• _HOW TO COMPLETE THIS TASK_
Working from the data below, write out exactly the lines from its first through the line that contains "2px #87765f) drop-shadow(0", both ends included and pictures omitted.

• _DATA TO PROCESS_
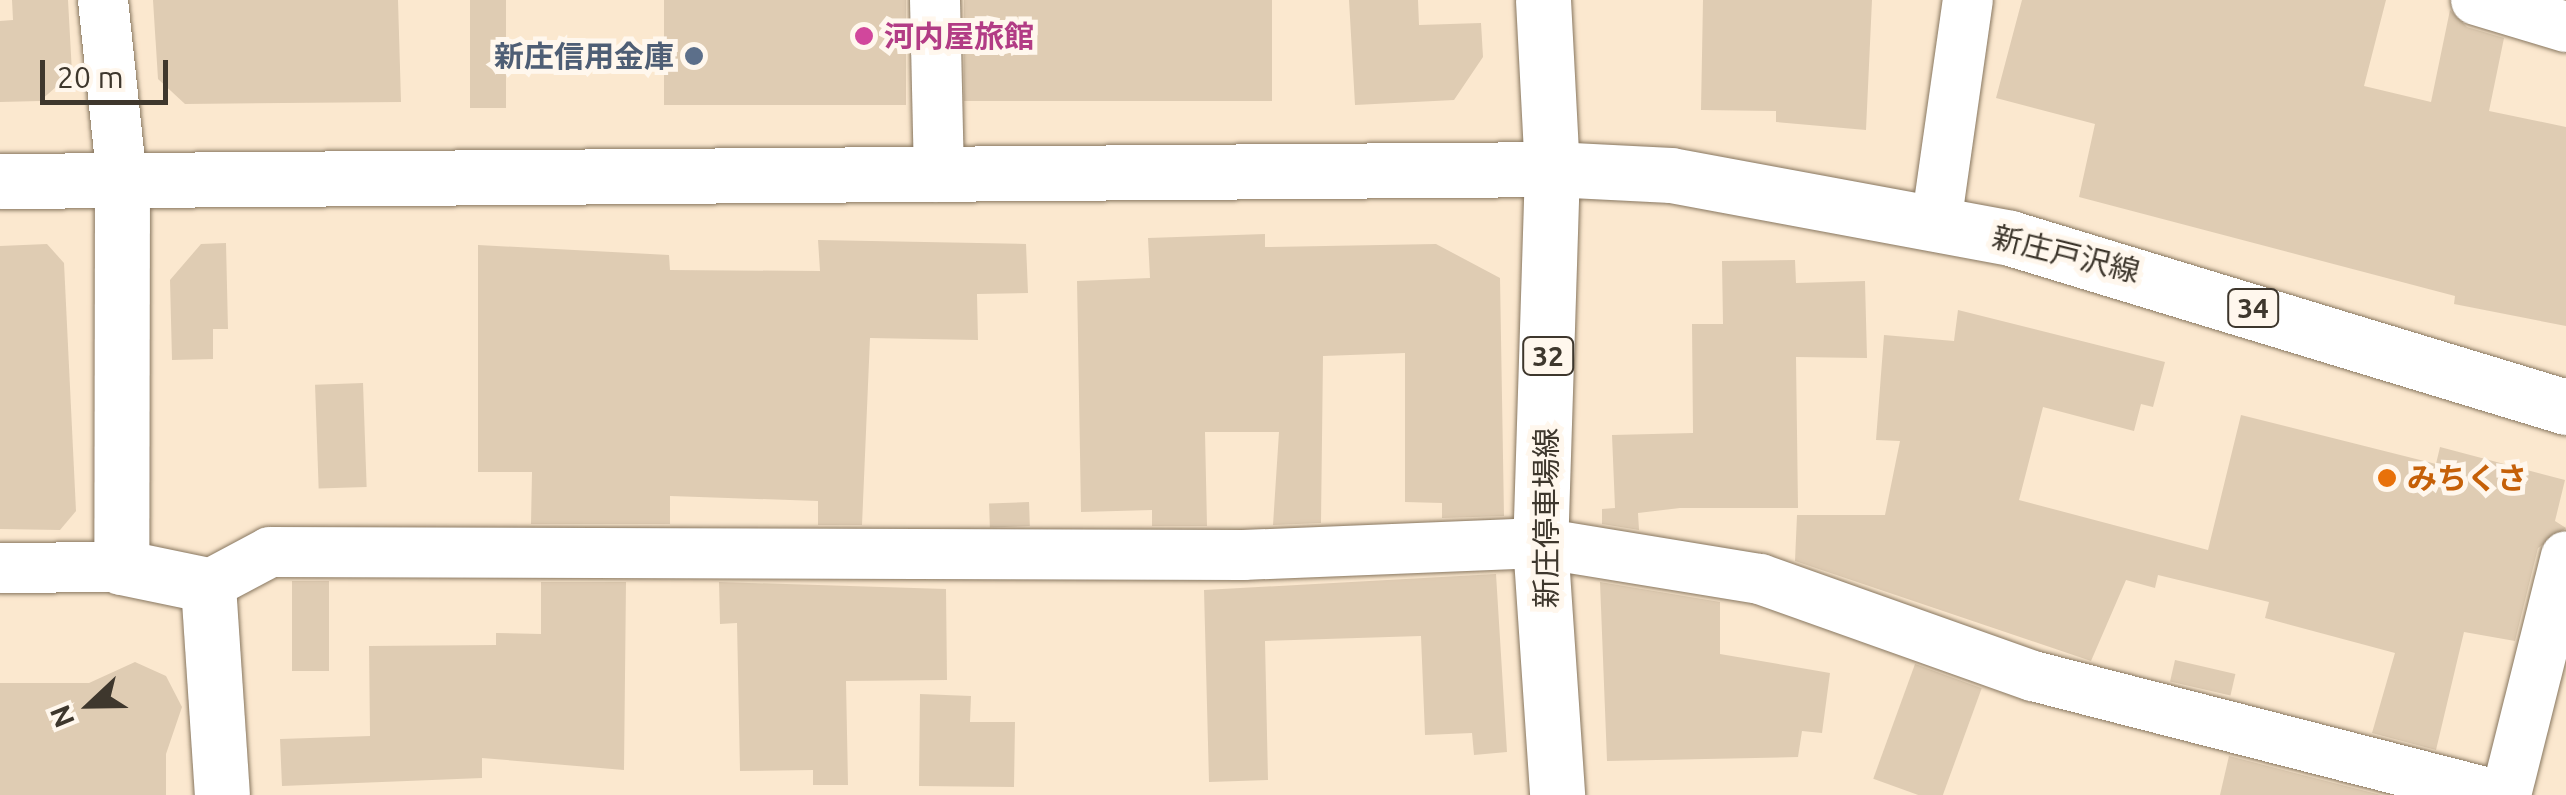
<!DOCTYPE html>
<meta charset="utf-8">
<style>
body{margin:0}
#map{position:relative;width:2566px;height:795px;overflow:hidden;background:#fbe8cf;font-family:Ubuntu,"Noto Sans JP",sans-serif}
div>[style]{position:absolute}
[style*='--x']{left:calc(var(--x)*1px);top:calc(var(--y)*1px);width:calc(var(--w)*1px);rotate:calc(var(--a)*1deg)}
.building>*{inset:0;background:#dfccb3;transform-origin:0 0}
.roads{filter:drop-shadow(0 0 2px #87765f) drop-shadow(0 0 2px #87765f)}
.street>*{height:50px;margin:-25px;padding:0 25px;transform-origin:25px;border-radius:25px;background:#fff}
.secondary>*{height:55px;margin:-27.5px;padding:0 27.5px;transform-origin:27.5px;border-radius:27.5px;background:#fff}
.primary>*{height:55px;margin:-27.5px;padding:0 27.5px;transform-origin:27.5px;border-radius:27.5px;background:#fff}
.dots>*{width:28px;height:28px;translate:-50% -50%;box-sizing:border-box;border:5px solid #fff7ed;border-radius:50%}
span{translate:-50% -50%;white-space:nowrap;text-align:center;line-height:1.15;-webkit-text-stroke:10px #fff7ed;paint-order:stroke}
.shield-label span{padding:2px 8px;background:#fff7ed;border:2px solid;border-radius:8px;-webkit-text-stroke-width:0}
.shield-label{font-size:28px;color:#3e372d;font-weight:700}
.hotel-label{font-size:30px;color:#b23c85;font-weight:700}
.left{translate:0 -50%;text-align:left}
.service-label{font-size:30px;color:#4e5e75;font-weight:700}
.right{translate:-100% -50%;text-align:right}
.street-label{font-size:30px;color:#3e372d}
.food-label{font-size:30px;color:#c56008;font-weight:700}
.north{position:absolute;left:40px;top:655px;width:100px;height:100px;-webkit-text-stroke:8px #fff7ed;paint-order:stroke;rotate:248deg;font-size:28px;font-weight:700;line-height:40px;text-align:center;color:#3e372d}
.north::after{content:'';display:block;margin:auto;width:35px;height:45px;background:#3e372d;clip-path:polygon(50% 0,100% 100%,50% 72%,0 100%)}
.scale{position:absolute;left:40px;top:60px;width:128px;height:45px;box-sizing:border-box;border:5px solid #3e372d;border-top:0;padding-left:12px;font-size:30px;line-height:35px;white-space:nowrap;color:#3e372d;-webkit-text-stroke:8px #fff7ed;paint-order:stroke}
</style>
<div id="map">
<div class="building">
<div style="clip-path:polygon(12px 0,68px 0,72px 73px,40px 101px,0 102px,0 21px,13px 20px)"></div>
<div style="clip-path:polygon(153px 0,398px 0,401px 102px,185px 104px,158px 79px)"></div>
<div style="left:470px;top:0;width:36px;height:108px"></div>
<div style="left:664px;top:0;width:242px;height:105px"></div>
<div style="left:964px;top:0;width:308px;height:101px"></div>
<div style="clip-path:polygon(1349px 0,1418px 0,1419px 25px,1481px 23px,1483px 57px,1454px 100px,1355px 105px)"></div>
<div style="clip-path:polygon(1703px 0,1872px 0,1866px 130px,1776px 122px,1776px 111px,1701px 110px)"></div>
<div style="clip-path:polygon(2022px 0,2386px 0,2364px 86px,2431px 102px,2450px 10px,2467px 27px,2504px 38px,2489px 111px,2566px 127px,2566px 326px,2454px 304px,2455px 296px,2079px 197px,2095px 124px,1996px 98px)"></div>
<div style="clip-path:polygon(1265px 234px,1265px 247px,1436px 244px,1500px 278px,1504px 516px,1442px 518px,1442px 503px,1405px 502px,1405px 353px,1323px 356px,1321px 523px,1273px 525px,1279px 432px,1205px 432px,1207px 526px,1152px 526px,1152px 510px,1081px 512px,1077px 281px,1150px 278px,1148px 238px)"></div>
<div style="clip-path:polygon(818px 240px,1026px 244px,1028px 293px,977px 294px,978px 340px,870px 338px,862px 525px,818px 525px,818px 501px,670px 496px,670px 524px,531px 524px,532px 472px,478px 472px,478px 245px,669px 255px,670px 270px,820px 271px)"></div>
<div style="clip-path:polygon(226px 243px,228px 329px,213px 329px,213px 359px,172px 360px,170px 280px,201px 244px)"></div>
<div style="clip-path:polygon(47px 244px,64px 263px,76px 511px,60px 530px,0 529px,0 246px)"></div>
<div style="clip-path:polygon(1795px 260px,1796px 283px,1865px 281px,1867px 358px,1796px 357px,1798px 508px,1680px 508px,1638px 513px,1639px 530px,1602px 524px,1602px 509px,1615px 508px,1612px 435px,1693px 433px,1692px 324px,1723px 324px,1722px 261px)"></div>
<div style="clip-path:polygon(1958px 310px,2165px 362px,2153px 407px,2141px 404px,2134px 431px,2043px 407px,2019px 500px,2208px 550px,2241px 415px,2436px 464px,2440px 447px,2565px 480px,2555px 521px,2566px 528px,2538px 548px,2515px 641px,2464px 632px,2436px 750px,2372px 733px,2395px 653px,2265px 618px,2269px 602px,2158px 575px,2155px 588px,2126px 580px,2091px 661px,1795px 561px,1797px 515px,1885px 515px,1900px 441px,1876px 440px,1884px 335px,1954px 341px)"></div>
<div style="left:363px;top:383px;width:104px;height:48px;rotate:88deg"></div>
<div style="left:1029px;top:502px;width:24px;height:40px;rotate:88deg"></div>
<div style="clip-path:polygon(1496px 574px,1507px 752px,1474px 755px,1472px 733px,1425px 735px,1421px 636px,1265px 641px,1268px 780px,1209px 782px,1204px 590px)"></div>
<div style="left:292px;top:581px;width:37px;height:90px"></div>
<div style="clip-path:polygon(541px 582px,626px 582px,624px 770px,482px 758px,482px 778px,282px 786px,280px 739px,370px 736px,369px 646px,496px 645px,496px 633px,541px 634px)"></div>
<div style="clip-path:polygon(719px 582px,946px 589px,947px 680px,846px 681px,848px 785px,813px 785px,813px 770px,740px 771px,737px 623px,720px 624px)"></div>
<div style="clip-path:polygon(1600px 582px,1720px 602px,1720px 654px,1830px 673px,1822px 733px,1802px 731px,1798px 757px,1607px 761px)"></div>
<div style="left:2175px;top:660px;width:62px;height:22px;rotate:13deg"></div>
<div style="clip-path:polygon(135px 662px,166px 676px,182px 707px,166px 754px,166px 795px,0 795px,0 683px,89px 683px)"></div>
<div style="left:1915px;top:664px;width:71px;height:122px;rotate:20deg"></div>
<div style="clip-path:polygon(920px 694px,971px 696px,970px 722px,1015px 722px,1014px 787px,919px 786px)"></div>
<div style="clip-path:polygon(2229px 756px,2381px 795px,2220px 795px)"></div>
</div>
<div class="roads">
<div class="street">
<div style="--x:103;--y:0;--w:181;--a:84"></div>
<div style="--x:935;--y:0;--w:177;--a:88.7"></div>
<div style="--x:2476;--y:0;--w:94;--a:16.7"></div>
<div style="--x:1936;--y:224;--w:226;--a:-81.9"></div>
<div style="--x:0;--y:568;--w:121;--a:-0.5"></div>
<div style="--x:208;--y:585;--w:70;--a:-28"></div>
<div style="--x:270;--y:552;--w:973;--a:0.18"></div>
<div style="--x:1243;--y:555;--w:297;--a:-2.3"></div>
<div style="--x:1540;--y:543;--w:223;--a:9.3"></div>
<div style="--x:1760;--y:579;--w:290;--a:19.6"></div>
<div style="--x:2033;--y:676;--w:479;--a:14.4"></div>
<div style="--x:2506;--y:795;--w:246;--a:-75.9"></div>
</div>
<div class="secondary">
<div style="--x:122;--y:180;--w:387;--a:90.1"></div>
<div style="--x:121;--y:567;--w:89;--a:11.7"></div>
<div style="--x:208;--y:585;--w:210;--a:86.2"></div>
<div style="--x:0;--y:181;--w:1552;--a:-0.44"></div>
</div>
<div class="primary">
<div style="--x:1543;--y:0;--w:169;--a:87"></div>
<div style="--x:1552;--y:169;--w:374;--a:91.8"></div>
<div style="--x:1540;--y:543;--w:253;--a:86.1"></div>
<div style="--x:1552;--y:169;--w:119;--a:2.9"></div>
<div style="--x:1671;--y:175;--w:345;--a:10.5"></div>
<div style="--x:2010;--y:238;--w:581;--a:16.91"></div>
</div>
</div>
<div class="dots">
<div style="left:864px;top:36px;background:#d1479c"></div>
<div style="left:694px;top:56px;background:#5c6f8a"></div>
<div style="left:2387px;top:478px;background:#e8710a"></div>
</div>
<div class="shield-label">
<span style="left:2253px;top:308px">34</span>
<span style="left:1548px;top:356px">32</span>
</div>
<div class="hotel-label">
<span class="left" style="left:884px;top:36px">河内屋旅館</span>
</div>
<div class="service-label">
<span class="right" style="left:674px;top:56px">新庄信用金庫</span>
</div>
<div class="street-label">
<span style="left:2066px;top:254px;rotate:14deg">新庄戸沢線</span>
<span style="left:1546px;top:518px;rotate:-90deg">新庄停車場線</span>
</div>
<div class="food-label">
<span class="left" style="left:2407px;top:478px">みちくさ</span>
</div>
<div class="north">N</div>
<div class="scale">20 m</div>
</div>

• _EXERCISE RESULT_
<!DOCTYPE html>
<meta charset="utf-8">
<style>
body{margin:0}
#map{position:relative;width:2566px;height:795px;overflow:hidden;background:#fbe8cf;font-family:Ubuntu,"Noto Sans JP",sans-serif}
div>[style]{position:absolute}
[style*='--x']{left:calc(var(--x)*1px);top:calc(var(--y)*1px);width:calc(var(--w)*1px);rotate:calc(var(--a)*1deg)}
.building>*{inset:0;background:#dfccb3;transform-origin:0 0}
.roads{filter:drop-shadow(0 0 2px #87765f) drop-shadow(0 0 2px #87765f)}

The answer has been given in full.